(Stored data entries)
● ● ● ●

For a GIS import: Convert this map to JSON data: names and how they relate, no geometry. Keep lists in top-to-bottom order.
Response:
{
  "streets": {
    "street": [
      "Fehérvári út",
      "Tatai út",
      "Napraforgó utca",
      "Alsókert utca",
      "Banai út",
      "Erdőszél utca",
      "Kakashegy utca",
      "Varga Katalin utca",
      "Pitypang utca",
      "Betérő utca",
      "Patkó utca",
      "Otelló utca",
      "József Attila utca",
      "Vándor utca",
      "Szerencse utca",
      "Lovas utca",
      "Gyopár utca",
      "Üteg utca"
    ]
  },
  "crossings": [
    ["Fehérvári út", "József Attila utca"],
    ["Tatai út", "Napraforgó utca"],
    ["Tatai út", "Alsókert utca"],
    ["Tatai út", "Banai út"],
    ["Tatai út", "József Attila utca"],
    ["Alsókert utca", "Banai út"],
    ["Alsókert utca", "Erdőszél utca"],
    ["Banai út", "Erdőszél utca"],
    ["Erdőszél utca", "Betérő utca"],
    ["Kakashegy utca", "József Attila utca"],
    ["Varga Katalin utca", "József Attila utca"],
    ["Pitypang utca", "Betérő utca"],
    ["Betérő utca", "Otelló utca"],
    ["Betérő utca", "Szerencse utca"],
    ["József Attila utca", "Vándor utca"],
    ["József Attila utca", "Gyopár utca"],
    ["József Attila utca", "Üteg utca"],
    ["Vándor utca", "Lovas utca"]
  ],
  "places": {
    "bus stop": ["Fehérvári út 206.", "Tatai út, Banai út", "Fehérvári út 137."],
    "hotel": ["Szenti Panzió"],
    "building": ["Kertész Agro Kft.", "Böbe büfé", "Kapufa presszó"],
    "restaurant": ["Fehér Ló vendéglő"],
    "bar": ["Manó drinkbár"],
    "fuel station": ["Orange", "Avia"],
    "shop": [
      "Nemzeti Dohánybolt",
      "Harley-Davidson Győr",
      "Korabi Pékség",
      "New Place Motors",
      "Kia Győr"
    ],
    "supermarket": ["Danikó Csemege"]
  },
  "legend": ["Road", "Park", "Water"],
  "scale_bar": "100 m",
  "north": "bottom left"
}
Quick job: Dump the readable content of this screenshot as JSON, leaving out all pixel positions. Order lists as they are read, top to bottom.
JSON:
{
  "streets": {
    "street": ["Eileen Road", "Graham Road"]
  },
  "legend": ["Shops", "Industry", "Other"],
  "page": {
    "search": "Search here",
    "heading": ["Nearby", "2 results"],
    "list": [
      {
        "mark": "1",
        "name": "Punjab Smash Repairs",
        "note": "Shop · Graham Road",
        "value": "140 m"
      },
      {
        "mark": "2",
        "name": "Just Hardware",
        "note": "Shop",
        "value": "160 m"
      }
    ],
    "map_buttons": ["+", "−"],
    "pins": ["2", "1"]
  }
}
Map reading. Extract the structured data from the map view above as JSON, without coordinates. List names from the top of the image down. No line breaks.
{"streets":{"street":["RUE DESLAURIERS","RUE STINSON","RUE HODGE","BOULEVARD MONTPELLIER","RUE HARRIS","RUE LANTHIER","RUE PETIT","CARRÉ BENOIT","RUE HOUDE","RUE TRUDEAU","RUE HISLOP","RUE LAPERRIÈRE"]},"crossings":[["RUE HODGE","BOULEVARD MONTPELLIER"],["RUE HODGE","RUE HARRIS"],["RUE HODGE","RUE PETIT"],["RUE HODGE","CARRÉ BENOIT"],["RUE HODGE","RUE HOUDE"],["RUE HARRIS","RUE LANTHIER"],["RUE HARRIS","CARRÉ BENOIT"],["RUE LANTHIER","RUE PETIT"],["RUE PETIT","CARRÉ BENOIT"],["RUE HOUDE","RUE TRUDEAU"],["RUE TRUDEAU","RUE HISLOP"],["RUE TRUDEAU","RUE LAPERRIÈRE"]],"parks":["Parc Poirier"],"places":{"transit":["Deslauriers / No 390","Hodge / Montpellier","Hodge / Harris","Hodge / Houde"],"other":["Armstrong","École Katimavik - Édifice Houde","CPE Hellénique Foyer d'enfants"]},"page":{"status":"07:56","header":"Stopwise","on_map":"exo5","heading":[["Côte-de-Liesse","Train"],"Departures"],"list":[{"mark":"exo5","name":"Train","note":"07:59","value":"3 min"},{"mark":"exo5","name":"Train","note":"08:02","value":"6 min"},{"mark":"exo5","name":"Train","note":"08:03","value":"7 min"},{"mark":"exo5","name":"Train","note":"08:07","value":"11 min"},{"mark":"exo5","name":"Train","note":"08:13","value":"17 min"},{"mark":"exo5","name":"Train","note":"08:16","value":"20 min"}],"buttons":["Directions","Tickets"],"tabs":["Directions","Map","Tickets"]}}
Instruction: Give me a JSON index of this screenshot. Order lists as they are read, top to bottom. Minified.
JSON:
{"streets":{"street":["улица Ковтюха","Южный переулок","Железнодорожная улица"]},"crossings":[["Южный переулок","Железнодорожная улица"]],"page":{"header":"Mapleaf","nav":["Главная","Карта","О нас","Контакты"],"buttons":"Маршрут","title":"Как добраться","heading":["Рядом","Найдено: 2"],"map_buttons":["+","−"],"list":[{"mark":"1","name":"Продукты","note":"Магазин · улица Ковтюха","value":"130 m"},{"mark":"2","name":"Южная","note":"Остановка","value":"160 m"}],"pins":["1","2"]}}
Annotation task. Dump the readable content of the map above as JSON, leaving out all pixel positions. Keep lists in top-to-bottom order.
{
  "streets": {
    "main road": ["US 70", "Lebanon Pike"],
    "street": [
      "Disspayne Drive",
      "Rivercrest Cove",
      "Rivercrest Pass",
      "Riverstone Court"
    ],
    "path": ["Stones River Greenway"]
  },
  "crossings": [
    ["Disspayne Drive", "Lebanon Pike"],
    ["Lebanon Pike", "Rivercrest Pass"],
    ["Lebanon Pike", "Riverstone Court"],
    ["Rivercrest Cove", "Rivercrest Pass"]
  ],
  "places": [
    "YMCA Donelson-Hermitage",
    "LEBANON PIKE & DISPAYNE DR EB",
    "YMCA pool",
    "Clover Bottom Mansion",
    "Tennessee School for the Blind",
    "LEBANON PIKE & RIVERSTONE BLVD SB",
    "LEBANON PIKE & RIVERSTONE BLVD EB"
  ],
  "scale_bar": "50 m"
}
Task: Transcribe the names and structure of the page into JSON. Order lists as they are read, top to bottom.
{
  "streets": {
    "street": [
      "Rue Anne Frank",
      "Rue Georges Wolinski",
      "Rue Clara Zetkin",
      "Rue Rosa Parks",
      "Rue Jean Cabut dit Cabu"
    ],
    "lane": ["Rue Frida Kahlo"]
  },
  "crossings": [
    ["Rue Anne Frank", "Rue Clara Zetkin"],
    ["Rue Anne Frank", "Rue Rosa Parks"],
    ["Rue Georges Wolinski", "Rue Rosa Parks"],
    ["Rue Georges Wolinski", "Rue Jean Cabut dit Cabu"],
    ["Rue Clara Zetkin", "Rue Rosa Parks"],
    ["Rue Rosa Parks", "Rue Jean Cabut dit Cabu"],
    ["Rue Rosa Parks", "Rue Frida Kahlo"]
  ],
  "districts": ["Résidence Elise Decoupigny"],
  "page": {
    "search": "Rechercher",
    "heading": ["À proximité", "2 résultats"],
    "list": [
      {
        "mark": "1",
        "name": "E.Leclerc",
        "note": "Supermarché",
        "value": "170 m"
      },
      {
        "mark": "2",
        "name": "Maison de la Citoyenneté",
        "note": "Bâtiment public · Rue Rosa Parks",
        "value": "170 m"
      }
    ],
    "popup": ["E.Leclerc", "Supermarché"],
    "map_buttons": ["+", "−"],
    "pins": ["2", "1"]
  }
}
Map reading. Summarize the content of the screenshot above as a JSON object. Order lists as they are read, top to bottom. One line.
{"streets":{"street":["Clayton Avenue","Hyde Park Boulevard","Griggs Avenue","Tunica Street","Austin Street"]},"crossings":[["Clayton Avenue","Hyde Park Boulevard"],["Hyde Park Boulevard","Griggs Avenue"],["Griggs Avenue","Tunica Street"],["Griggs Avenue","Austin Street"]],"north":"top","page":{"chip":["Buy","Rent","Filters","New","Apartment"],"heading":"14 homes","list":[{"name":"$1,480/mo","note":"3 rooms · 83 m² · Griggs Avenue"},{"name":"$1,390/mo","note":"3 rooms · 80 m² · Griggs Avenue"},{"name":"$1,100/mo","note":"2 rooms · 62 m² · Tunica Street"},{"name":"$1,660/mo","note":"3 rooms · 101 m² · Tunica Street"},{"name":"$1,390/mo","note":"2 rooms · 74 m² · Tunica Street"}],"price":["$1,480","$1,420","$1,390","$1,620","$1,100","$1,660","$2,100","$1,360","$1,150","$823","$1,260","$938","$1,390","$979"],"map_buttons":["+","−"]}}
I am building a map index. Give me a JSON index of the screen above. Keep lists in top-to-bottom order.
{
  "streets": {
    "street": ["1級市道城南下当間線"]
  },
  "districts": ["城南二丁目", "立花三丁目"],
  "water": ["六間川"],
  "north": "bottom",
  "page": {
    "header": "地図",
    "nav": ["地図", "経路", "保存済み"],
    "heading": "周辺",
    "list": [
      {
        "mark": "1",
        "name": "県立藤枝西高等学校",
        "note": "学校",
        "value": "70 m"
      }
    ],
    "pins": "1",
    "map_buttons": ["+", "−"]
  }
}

● ● ● ●

* _Brief_
Return, line for line and unchanged, the data from its first line through the line containing "Quick job: Dump".

* _Task solution_
For a GIS import: Convert this map to JSON data: names and how they relate, no geometry. Keep lists in top-to-bottom order.
Response:
{
  "streets": {
    "street": [
      "Fehérvári út",
      "Tatai út",
      "Napraforgó utca",
      "Alsókert utca",
      "Banai út",
      "Erdőszél utca",
      "Kakashegy utca",
      "Varga Katalin utca",
      "Pitypang utca",
      "Betérő utca",
      "Patkó utca",
      "Otelló utca",
      "József Attila utca",
      "Vándor utca",
      "Szerencse utca",
      "Lovas utca",
      "Gyopár utca",
      "Üteg utca"
    ]
  },
  "crossings": [
    ["Fehérvári út", "József Attila utca"],
    ["Tatai út", "Napraforgó utca"],
    ["Tatai út", "Alsókert utca"],
    ["Tatai út", "Banai út"],
    ["Tatai út", "József Attila utca"],
    ["Alsókert utca", "Banai út"],
    ["Alsókert utca", "Erdőszél utca"],
    ["Banai út", "Erdőszél utca"],
    ["Erdőszél utca", "Betérő utca"],
    ["Kakashegy utca", "József Attila utca"],
    ["Varga Katalin utca", "József Attila utca"],
    ["Pitypang utca", "Betérő utca"],
    ["Betérő utca", "Otelló utca"],
    ["Betérő utca", "Szerencse utca"],
    ["József Attila utca", "Vándor utca"],
    ["József Attila utca", "Gyopár utca"],
    ["József Attila utca", "Üteg utca"],
    ["Vándor utca", "Lovas utca"]
  ],
  "places": {
    "bus stop": ["Fehérvári út 206.", "Tatai út, Banai út", "Fehérvári út 137."],
    "hotel": ["Szenti Panzió"],
    "building": ["Kertész Agro Kft.", "Böbe büfé", "Kapufa presszó"],
    "restaurant": ["Fehér Ló vendéglő"],
    "bar": ["Manó drinkbár"],
    "fuel station": ["Orange", "Avia"],
    "shop": [
      "Nemzeti Dohánybolt",
      "Harley-Davidson Győr",
      "Korabi Pékség",
      "New Place Motors",
      "Kia Győr"
    ],
    "supermarket": ["Danikó Csemege"]
  },
  "legend": ["Road", "Park", "Water"],
  "scale_bar": "100 m",
  "north": "bottom left"
}
Quick job: Dump the readable content of this screenshot as JSON, leaving out all pixel positions. Order lists as they are read, top to bottom.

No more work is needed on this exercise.